Moving right along….While discussing implausibilities, one member was struck by the fact that the father (ANOTHER SPOILER ALERT!) of the two girls just happened to pick as wife and mistress “two women who look alike, and don’t they all?” I will leave to your imagination how this was interpreted by the rest of the group, but it did take several minutes for some people to pull themselves together and find their chairs after their excursion to the floor. Another person’s favorite character was the man who found the suitcase in his wall. This poor guy had big plans for remodelling the cabin now that he was retired. That was certainly spoiled; he and his wife never went back. But his character was vivid and well drawn, and disappeared after that chapter. Darn. This led us to a rather interesting discussion of architecture and home building – just how much room would have been between the studs? Could you really fit a suitcase inside? We had no definitive answer, just more questions (when was it built, where, etc.).

All in all, it was a quick, easy read with competent, never stylized prose. If you aren’t picky about details and just like being swept along in an exciting story, you’ll probably enjoy it. Don’t forget to go to our blog and register your opinion.

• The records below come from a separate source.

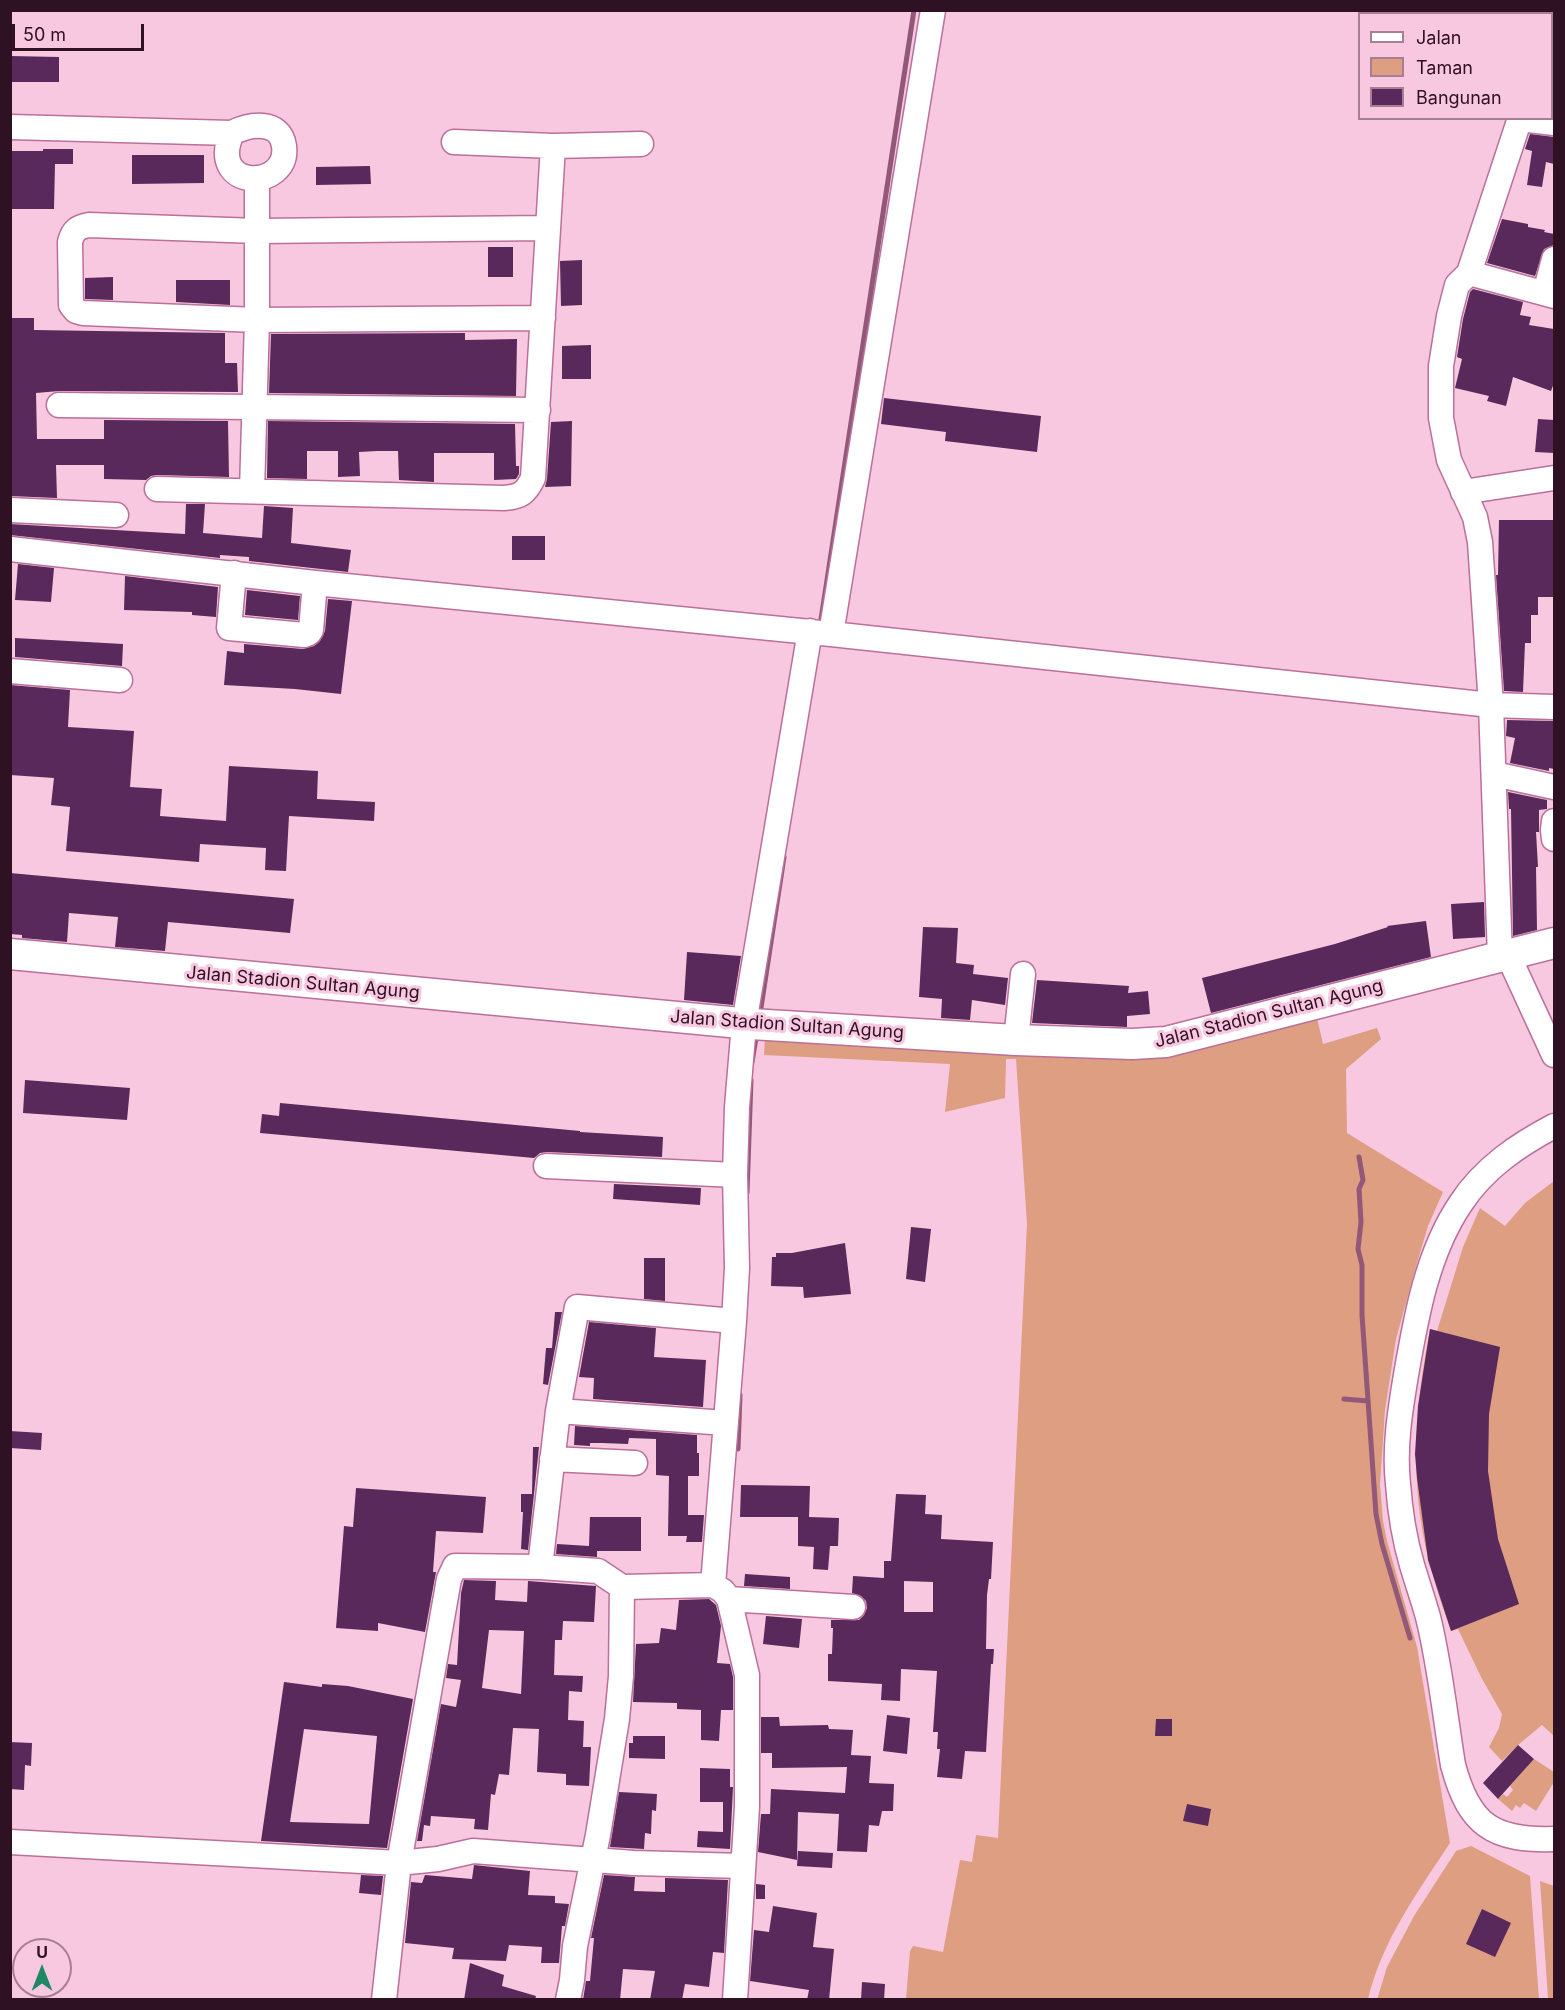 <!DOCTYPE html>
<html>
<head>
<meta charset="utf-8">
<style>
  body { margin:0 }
  #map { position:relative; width:1565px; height:2010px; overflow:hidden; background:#f8c8e1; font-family:Inter,sans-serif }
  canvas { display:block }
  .frame { position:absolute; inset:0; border:12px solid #2e1122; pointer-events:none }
  .legend { position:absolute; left:1358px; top:12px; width:195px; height:108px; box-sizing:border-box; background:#f8c8e1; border:2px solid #a77f95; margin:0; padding:8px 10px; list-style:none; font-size:18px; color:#2e1122 }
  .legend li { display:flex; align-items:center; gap:12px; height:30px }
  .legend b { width:30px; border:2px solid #a77f95 }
  .north { position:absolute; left:12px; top:1938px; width:60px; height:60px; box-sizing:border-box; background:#f8c8e1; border:2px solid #a77f95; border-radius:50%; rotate:0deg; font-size:16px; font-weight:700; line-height:24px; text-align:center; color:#2e1122 }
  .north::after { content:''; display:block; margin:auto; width:21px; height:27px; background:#1c8865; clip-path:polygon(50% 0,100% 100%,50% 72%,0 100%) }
  .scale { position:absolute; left:12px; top:24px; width:132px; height:27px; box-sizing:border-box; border:3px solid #2e1122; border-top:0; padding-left:8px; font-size:18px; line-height:21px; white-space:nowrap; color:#2e1122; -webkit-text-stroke:4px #f8c8e1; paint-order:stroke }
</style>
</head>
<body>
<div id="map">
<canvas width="1565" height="2010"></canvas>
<div class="frame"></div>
<ul class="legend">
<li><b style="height:8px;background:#fff"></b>Jalan</li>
<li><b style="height:16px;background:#de9e81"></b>Taman</li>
<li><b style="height:16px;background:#58295a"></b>Bangunan</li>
</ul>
<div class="north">U</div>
<div class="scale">50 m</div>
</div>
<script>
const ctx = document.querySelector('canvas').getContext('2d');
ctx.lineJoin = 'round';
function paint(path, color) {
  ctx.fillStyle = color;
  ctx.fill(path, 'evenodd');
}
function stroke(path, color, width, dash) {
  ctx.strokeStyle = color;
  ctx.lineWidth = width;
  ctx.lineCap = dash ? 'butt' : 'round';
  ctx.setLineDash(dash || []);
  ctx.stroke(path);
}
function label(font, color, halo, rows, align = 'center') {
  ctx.font = font + ' Inter,sans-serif';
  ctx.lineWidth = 6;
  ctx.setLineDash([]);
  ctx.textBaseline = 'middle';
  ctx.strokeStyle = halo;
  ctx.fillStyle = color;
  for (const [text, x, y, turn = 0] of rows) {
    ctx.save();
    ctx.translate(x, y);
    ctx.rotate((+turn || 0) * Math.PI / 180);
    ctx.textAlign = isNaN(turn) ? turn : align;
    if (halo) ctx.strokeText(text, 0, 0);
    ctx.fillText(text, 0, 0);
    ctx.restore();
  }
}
paint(new Path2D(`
  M 1317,1018 L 1323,1044 L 1377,1028 L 1381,1039 L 1346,1069 L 1347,1133 L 1443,1192 L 1428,1226 L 1417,1263 L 1396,1339 L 1385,1410 L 1380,1484 L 1383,1521 L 1387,1541 L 1417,1647 L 1450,1843 C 1417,1893 1382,1941 1368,1999 L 906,1999 L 910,1951 L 913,1946 L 943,1952 L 960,1860 L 972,1862 L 976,1835 L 998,1838 L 1027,1224 L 1016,1059 L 1006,1059 L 1005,1098 L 945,1112 L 950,1064 L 764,1055 L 765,1037 L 949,1046 Z
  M 1554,1181 L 1554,1736 L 1542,1725 L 1518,1745 L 1502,1761 L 1489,1747 L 1499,1728 L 1502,1714 L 1481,1677 L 1458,1629 L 1451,1631 C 1443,1608 1435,1585 1429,1561 C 1409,1484 1415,1406 1430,1329 L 1437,1331 L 1463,1247 L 1480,1208 L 1505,1226 L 1525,1203 Z
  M 1534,1759 L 1554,1772 L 1554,1782 L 1536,1811 L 1524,1803 L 1520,1808 L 1516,1805 L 1512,1811 L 1498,1799 L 1503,1794 L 1507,1797 L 1513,1790 L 1510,1786 Z
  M 1471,1846 L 1530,1876 L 1539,1999 L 1377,2000 L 1387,1967 L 1414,1916 L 1456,1851 Z
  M 1540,1881 L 1554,1886 L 1554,1999 L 1548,1999 Z`), '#de9e81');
stroke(new Path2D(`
  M 820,626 L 914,10
  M 760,1014 L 784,857
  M 752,1062 L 757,1032
  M 1359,1157 L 1363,1180 L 1359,1189 L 1361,1222 L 1358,1249 L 1362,1265 L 1362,1315 L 1376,1514 L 1382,1544 L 1410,1638
  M 747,1193 L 751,1080
  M 1344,1399 L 1368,1401
  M 738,1449 L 740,1395`), '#915878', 5);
paint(new Path2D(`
  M 10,56 L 59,57 L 59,82 L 10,82 Z
  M 1530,134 L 1554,137 L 1554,164 L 1546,162 L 1542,187 L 1527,185 L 1532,151 L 1525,149 Z
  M 43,149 L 73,149 L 73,164 L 55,164 L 54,209 L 10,209 L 10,151 L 43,151 Z
  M 132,155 L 204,155 L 204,183 L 132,184 Z
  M 370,166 L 371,184 L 316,185 L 316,167 Z
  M 1502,219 L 1528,224 L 1528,227 L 1545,230 L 1544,232 L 1554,234 L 1554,245 L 1544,249 L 1535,276 L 1487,263 Z
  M 488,247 L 513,247 L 513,277 L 488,277 Z
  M 582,260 L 582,305 L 561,306 L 560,261 Z
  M 113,277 L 113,300 L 85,299 L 85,278 Z
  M 176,280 L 230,280 L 230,305 L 176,302 Z
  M 1473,289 L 1523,302 L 1520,315 L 1531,317 L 1529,325 L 1554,329 L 1554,383 L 1551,391 L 1513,377 L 1506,406 L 1487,401 L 1489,396 L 1455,388 L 1462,359 L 1457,357 L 1463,319 L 1470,292 Z
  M 10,318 L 34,318 L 34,330 L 225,333 L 225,363 L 237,363 L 238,392 L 59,391 L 36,393 L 37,439 L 104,439 L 104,420 L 228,421 L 229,477 L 157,475 L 151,476 L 146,480 L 104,479 L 104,465 L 56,465 L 57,498 L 10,496 Z
  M 465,333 L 465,340 L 517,339 L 516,396 L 269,393 L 271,334 Z
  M 591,345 L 591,379 L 562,379 L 562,346 Z
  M 884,398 L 1041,416 L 1037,452 L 945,441 L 946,432 L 881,424 Z
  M 1538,419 L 1554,420 L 1554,453 L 1535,452 Z
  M 268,421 L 515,424 L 516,466 L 519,466 L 519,474 L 516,479 L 494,480 L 494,453 L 434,453 L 434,482 L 399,480 L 398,451 L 377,451 L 359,452 L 360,476 L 338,477 L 338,451 L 307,451 L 307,479 L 267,478 Z
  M 572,421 L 571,486 L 545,487 L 547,479 L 551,422 Z
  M 186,504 L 205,504 L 203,533 L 262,538 L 264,506 L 293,508 L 291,543 L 351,550 L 348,572 L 249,561 L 249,557 L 220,555 L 220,558 L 10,535 L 10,524 L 185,534 Z
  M 1499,520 L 1554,520 L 1554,597 L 1538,597 L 1538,615 L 1531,615 L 1531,643 L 1525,643 L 1523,692 L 1504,691 L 1496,575 L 1498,575 Z
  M 512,536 L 545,536 L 545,560 L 512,560 Z
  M 18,564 L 54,568 L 51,602 L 15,600 Z
  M 125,576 L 218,587 L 216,617 L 192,615 L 192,612 L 124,610 Z
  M 247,590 L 300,596 L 298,620 L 245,615 Z
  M 328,599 L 352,601 L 341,694 L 295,689 L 224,685 L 227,651 L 244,653 L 244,644 L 303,649 L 314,646 L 320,641 L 325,631 Z
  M 15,638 L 123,644 L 122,666 L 15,657 Z
  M 10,685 L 70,690 L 68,727 L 134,731 L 130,787 L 162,789 L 160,816 L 226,821 L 229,766 L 318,771 L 317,799 L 375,802 L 374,821 L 289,816 L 286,871 L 265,870 L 266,848 L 200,844 L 199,862 L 66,851 L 70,807 L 51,805 L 54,778 L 10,775 Z
  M 1507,720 L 1554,721 L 1554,769 L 1549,768 L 1549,771 L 1510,763 L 1515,738 L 1506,736 Z
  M 1508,792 L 1547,800 L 1547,809 L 1539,810 L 1539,832 L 1536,832 L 1538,867 L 1536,867 L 1537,930 L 1513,936 L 1511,809 L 1509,809 Z
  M 10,873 L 294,899 L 290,933 L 168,922 L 165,951 L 115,947 L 118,917 L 69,913 L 67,942 L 22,938 L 22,935 L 10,934 Z
  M 1484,902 L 1485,937 L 1453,939 L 1451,904 Z
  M 1426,921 L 1431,957 L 1211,1013 L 1202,978 L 1335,944 L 1388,927 L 1387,926 Z
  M 923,927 L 958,928 L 956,963 L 974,965 L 973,974 L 1008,978 L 1005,1005 L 972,1000 L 970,1020 L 941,1018 L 942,999 L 919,997 Z
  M 687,952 L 741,956 L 733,1005 L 684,1000 Z
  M 1037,980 L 1129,986 L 1128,993 L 1148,991 L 1150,1014 L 1127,1016 L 1127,1027 L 1032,1023 Z
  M 25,1080 L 130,1088 L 127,1120 L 23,1113 Z
  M 280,1103 L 580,1131 L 580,1132 L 663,1137 L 662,1157 L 547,1152 L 540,1153 L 534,1158 L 260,1133 L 262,1114 L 279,1116 Z
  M 614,1184 L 701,1188 L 700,1205 L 613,1199 Z
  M 911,1227 L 931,1229 L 925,1282 L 906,1279 Z
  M 845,1243 L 851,1294 L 804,1298 L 803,1287 L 771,1286 L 772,1257 L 776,1257 L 776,1253 L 792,1253 Z
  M 644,1258 L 665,1258 L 665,1301 L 644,1299 Z
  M 555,1312 L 562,1312 L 548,1385 L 543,1384 L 546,1348 L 552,1348 Z
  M 589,1322 L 656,1328 L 654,1357 L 706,1360 L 703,1407 L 593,1399 L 594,1378 L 579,1377 Z
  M 1430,1329 L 1500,1347 L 1489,1414 L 1488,1471 L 1498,1539 L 1519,1604 L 1451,1631 L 1428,1560 L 1417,1478 L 1415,1454 L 1418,1406 Z
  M 575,1426 L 697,1435 L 697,1453 L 699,1453 L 699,1476 L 688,1476 L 688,1515 L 704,1515 L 702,1542 L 686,1542 L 687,1536 L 668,1536 L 669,1476 L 656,1475 L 656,1439 L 629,1438 L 628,1444 L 602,1443 L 590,1443 L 590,1446 L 574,1445 Z
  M 10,1431 L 42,1433 L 41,1450 L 10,1448 Z
  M 533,1447 L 539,1447 L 528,1550 L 521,1549 L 523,1512 L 521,1512 L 521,1494 L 532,1494 Z
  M 741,1485 L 810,1486 L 809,1517 L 839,1518 L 838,1546 L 830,1546 L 828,1570 L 813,1569 L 814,1547 L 798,1546 L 798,1517 L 740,1517 Z
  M 356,1488 L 486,1497 L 483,1533 L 436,1531 L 433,1572 L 436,1572 L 425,1632 L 378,1623 L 378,1631 L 336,1628 L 344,1526 L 353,1527 Z
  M 896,1494 L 926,1495 L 925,1514 L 942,1515 L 941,1539 L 993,1542 L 991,1579 L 989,1579 L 987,1595 L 986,1649 L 994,1649 L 993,1664 L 991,1664 L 986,1752 L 965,1751 L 962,1779 L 937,1777 L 940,1749 L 937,1749 L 938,1732 L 933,1732 L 937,1671 L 901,1669 L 900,1701 L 881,1700 L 882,1684 L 828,1681 L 828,1654 L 832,1654 L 833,1628 L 831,1628 L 831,1620 L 859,1620 L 864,1615 L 867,1608 L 866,1601 L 861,1596 L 852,1593 L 853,1576 L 884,1578 L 884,1561 L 891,1561 ZM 904,1581 L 933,1582 L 933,1612 L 904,1612 Z
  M 590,1517 L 641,1517 L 641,1551 L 597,1551 L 597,1557 L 556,1554 L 557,1544 L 589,1546 Z
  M 745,1574 L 790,1577 L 790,1589 L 744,1586 Z
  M 464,1580 L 496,1581 L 495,1600 L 527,1602 L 528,1581 L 596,1586 L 594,1622 L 563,1621 L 562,1640 L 555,1640 L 554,1675 L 583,1676 L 582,1692 L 569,1691 L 568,1720 L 584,1721 L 583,1747 L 591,1747 L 589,1786 L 566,1785 L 566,1774 L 537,1772 L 539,1729 L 513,1728 L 509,1775 L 499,1774 L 495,1795 L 491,1794 L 488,1830 L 474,1829 L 475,1819 L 431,1816 L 430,1826 L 424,1825 L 422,1841 L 417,1841 L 441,1704 L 456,1707 L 461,1680 L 446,1678 L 448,1664 L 457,1665 L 461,1593 ZM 489,1630 L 524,1631 L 521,1694 L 482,1688 Z
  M 709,1599 L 716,1605 L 721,1626 L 717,1663 L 730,1664 L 733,1677 L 733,1710 L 721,1710 L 719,1741 L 701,1740 L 701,1710 L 677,1709 L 677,1703 L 633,1702 L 636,1644 L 659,1643 L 661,1628 L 676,1630 L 679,1600 Z
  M 766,1616 L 802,1619 L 799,1648 L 763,1644 Z
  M 284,1682 L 322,1687 L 322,1684 L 348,1686 L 413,1699 L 387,1848 L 261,1841 ZM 304,1729 L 377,1736 L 369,1824 L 290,1822 Z
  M 887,1715 L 910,1718 L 907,1754 L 883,1751 Z
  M 761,1717 L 779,1717 L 780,1726 L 828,1725 L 829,1729 L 853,1730 L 851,1755 L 871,1756 L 869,1783 L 894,1784 L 893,1811 L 882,1811 L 879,1826 L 869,1825 L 867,1852 L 837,1851 L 839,1814 L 798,1812 L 797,1860 L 758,1852 L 761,1814 L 770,1814 L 771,1789 L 845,1793 L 847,1767 L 772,1768 L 772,1753 L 761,1753 Z
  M 1156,1719 L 1172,1719 L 1172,1736 L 1155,1736 Z
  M 633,1736 L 665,1736 L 665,1759 L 629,1758 L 629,1743 L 633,1743 Z
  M 10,1742 L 32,1743 L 31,1766 L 25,1765 L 24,1790 L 10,1789 Z
  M 1518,1745 L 1534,1759 L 1498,1799 L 1483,1783 Z
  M 700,1768 L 730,1769 L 730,1787 L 733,1787 L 730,1849 L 697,1847 L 698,1831 L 723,1832 L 723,1802 L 700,1802 Z
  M 619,1792 L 657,1794 L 656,1811 L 652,1810 L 651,1834 L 645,1833 L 644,1849 L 610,1847 Z
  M 1187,1804 L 1211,1809 L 1208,1826 L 1183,1821 Z
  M 798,1851 L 833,1853 L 832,1868 L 797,1866 Z
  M 474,1865 L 530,1871 L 528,1895 L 555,1896 L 555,1903 L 569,1904 L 565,1926 L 562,1926 L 559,1963 L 541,1963 L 542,1947 L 509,1945 L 506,1961 L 452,1959 L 454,1948 L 405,1943 L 411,1882 L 422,1883 L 425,1875 L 472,1879 Z
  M 361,1875 L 383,1876 L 381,1895 L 359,1893 Z
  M 604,1875 L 635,1877 L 634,1891 L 665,1892 L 665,1878 L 728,1880 L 724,1953 L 713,1952 L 709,1987 L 685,1984 L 682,2000 L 650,2000 L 655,1971 L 623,1969 L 620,2000 L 583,2000 L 586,1981 L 590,1981 L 594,1938 L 591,1938 Z
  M 756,1884 L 765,1885 L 765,1899 L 756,1899 Z
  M 773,1906 L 817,1913 L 813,1947 L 834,1949 L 829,2000 L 807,2000 L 809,1990 L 750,1981 L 754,1930 L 769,1932 Z
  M 1482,1909 L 1511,1923 L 1495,1957 L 1466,1944 Z
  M 470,1963 L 504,1975 L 502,1986 L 536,1996 L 535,2000 L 464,2000 Z
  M 862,1982 L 885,1984 L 884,2000 L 861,2000 Z`), '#58295a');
const minor = new Path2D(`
  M 1536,14 L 1537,10
  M 1520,119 L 1554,123
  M 10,127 L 232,133 C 249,124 280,119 284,146 C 290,191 206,191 232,133
  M 454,142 L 553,146 L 641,144
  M 1469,273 L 1554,296
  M 1545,293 L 1554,259
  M 543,318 L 257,320 L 83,313 L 76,311 L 71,305 L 70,242 C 73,230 78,227 89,225 L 257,231 L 548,228
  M 59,405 L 538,410
  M 157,489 L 504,498 C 520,497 526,493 533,478 L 553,146
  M 252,491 L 257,320 L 257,178
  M 1463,492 L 1554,478
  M 10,510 L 116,515
  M 10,549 L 315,583 L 831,634 L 1491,705 L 1554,707
  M 234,573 L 229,628 L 304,635 L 309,633 L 311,630 L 315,583
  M 831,634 L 933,10
  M 10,671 L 120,680
  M 1494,774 L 1554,787
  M 1554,821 L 1553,830 L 1554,839
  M 1508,955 L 1554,1055
  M 1500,957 L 1491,705 L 1480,542 L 1475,517 L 1449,460 L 1441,418 L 1441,366 L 1449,316 L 1457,285 L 1469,273 L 1520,118
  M 1016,1040 L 1023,974
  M 1554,1126 C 1518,1145 1484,1168 1461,1203 C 1427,1253 1416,1317 1406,1375 C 1400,1411 1394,1448 1398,1484 C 1400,1511 1404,1538 1412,1565 C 1417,1582 1423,1599 1428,1617 C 1440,1665 1445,1716 1453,1765 C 1469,1825 1493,1841 1554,1839
  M 546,1166 L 735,1175
  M 558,1411 L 726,1423
  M 552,1459 L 635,1463
  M 540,1567 L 558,1411 L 577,1307 L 734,1321
  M 729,1599 L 853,1607
  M 10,1842 L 399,1863 L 438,1859 L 473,1851 L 634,1863 L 743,1866
  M 384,2000 L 399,1863 L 449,1579 L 455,1566 L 540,1567 L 598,1571 L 622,1587 L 713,1585
  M 568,2000 L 572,1980 L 575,1946 L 598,1835 L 617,1719 L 621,1676 L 622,1587
  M 735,2000 L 747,1807 L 747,1675 L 729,1599 L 723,1591 L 713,1585 L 734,1321 L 737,1268 L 735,1175 L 737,1107 L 744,1024 L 810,631`);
const major = new Path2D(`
  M 10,954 L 751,1024 L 1016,1040 L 1132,1044 L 1166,1042 L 1554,943`);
stroke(minor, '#ba709a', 27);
stroke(major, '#ba709a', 33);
stroke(minor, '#fff', 24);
stroke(major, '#fff', 30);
label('18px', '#2e1122', '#f8c8e1', [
  ["Jalan Stadion Sultan Agung",303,983,5],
  ["Jalan Stadion Sultan Agung",1269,1014,-14],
  ["Jalan Stadion Sultan Agung",787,1025,4]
]);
</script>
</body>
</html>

At this point, the discussion broadened to romantic suspense and mysteries in general. Readers of romantic suspense had all noticed that the heroes and heroines are always rich (well, at least one of them), young and beautiful. We tried thinking of titles with more “ordinary” protagonists. Tony Hillerman’s Joe Leaphorn. J.A. Jance’s characters. Quite a few names cropped up, and with them a pattern developed. Mysteries often have ordinary (older, heavier, poorer, alcoholic, etc.) characters, but in Romantic Suspense – rich, young and beautiful. For those who would like to see a romance with ordinary people, one member recommended the documentary The Wild Parrots of Telegraph Hill . While it primarily documents the relationship of a homeless musician with the several flocks of wild parrots in San Francisco, he says it also shows a romance between very real people.

Refreshments were provided by MM members – several kinds of chilli (the story took place in Dallas) and s’mores cookies (which go with any story). Decorations were very minimal – a suitcase and some drywall just didn’t work for me. We had some books on related subjects (DNA, women and mental illness…) and book covers for next month’s selections.